Instructions to follow: Copy the line containing "Localize all text", then all lines after it up to and including the final line of the material, exactly and without additions.

Listed records:
***

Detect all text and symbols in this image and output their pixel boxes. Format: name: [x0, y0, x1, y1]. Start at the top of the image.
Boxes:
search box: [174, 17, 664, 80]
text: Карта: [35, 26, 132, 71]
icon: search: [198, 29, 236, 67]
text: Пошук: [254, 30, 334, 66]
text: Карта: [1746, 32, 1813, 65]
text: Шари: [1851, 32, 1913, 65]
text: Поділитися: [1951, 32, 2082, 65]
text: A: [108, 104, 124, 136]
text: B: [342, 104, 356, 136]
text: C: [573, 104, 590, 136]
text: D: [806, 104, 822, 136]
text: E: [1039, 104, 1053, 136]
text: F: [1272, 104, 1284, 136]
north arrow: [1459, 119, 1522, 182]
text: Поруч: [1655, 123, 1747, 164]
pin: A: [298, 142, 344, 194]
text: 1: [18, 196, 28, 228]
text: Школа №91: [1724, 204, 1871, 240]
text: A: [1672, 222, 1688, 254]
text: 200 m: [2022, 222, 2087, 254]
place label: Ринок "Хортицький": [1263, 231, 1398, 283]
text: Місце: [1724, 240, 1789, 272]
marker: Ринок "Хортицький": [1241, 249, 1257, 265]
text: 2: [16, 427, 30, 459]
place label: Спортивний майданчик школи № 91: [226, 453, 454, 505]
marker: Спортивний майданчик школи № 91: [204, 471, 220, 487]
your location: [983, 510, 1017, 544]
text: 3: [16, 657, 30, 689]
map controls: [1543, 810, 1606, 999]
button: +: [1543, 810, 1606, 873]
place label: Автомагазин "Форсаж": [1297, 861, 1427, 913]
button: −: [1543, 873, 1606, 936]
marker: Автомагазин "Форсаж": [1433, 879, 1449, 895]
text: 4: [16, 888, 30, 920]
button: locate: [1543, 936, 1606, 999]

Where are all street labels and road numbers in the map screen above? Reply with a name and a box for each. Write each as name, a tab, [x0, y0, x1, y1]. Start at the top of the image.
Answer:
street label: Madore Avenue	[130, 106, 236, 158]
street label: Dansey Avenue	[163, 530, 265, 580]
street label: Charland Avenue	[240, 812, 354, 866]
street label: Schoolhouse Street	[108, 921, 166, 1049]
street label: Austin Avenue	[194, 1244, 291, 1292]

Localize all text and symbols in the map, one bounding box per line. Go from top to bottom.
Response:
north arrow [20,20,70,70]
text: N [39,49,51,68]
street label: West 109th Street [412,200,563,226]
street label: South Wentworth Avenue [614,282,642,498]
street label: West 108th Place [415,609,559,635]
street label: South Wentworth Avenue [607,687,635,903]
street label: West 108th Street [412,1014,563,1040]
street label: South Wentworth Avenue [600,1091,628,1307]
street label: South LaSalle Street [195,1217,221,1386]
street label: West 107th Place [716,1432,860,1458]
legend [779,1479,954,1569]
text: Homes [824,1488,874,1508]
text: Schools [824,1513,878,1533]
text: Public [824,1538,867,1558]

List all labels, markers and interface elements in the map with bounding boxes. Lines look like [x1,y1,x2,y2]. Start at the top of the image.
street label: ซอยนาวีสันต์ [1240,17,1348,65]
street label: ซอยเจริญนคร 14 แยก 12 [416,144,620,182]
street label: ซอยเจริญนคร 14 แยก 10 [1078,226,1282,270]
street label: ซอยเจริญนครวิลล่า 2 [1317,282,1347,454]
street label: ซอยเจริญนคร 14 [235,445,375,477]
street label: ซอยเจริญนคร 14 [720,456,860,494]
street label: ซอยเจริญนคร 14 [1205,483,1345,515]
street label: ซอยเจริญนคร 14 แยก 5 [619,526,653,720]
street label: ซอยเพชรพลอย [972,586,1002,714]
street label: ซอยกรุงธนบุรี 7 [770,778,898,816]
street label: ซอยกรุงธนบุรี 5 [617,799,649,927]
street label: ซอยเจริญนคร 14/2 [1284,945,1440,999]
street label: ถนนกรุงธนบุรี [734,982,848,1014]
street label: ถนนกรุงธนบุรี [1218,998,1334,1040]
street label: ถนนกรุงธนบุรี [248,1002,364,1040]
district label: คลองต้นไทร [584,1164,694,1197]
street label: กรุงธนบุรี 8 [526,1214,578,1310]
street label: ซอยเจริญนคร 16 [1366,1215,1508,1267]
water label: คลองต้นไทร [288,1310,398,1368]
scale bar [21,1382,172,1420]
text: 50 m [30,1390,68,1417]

***

Response below:
Localize all text and symbols in the map, one bounding box per line. Go from top to bottom.
Response:
north arrow [20,20,70,70]
text: N [39,49,51,68]
street label: West 109th Street [412,200,563,226]
street label: South Wentworth Avenue [614,282,642,498]
street label: West 108th Place [415,609,559,635]
street label: South Wentworth Avenue [607,687,635,903]
street label: West 108th Street [412,1014,563,1040]
street label: South Wentworth Avenue [600,1091,628,1307]
street label: South LaSalle Street [195,1217,221,1386]
street label: West 107th Place [716,1432,860,1458]
legend [779,1479,954,1569]
text: Homes [824,1488,874,1508]
text: Schools [824,1513,878,1533]
text: Public [824,1538,867,1558]

List all labels, markers and interface elements in the map with bounding boxes. Lines look like [x1,y1,x2,y2]. Start at the top of the image.
street label: ซอยนาวีสันต์ [1240,17,1348,65]
street label: ซอยเจริญนคร 14 แยก 12 [416,144,620,182]
street label: ซอยเจริญนคร 14 แยก 10 [1078,226,1282,270]
street label: ซอยเจริญนครวิลล่า 2 [1317,282,1347,454]
street label: ซอยเจริญนคร 14 [235,445,375,477]
street label: ซอยเจริญนคร 14 [720,456,860,494]
street label: ซอยเจริญนคร 14 [1205,483,1345,515]
street label: ซอยเจริญนคร 14 แยก 5 [619,526,653,720]
street label: ซอยเพชรพลอย [972,586,1002,714]
street label: ซอยกรุงธนบุรี 7 [770,778,898,816]
street label: ซอยกรุงธนบุรี 5 [617,799,649,927]
street label: ซอยเจริญนคร 14/2 [1284,945,1440,999]
street label: ถนนกรุงธนบุรี [734,982,848,1014]
street label: ถนนกรุงธนบุรี [1218,998,1334,1040]
street label: ถนนกรุงธนบุรี [248,1002,364,1040]
district label: คลองต้นไทร [584,1164,694,1197]
street label: กรุงธนบุรี 8 [526,1214,578,1310]
street label: ซอยเจริญนคร 16 [1366,1215,1508,1267]
water label: คลองต้นไทร [288,1310,398,1368]
scale bar [21,1382,172,1420]
text: 50 m [30,1390,68,1417]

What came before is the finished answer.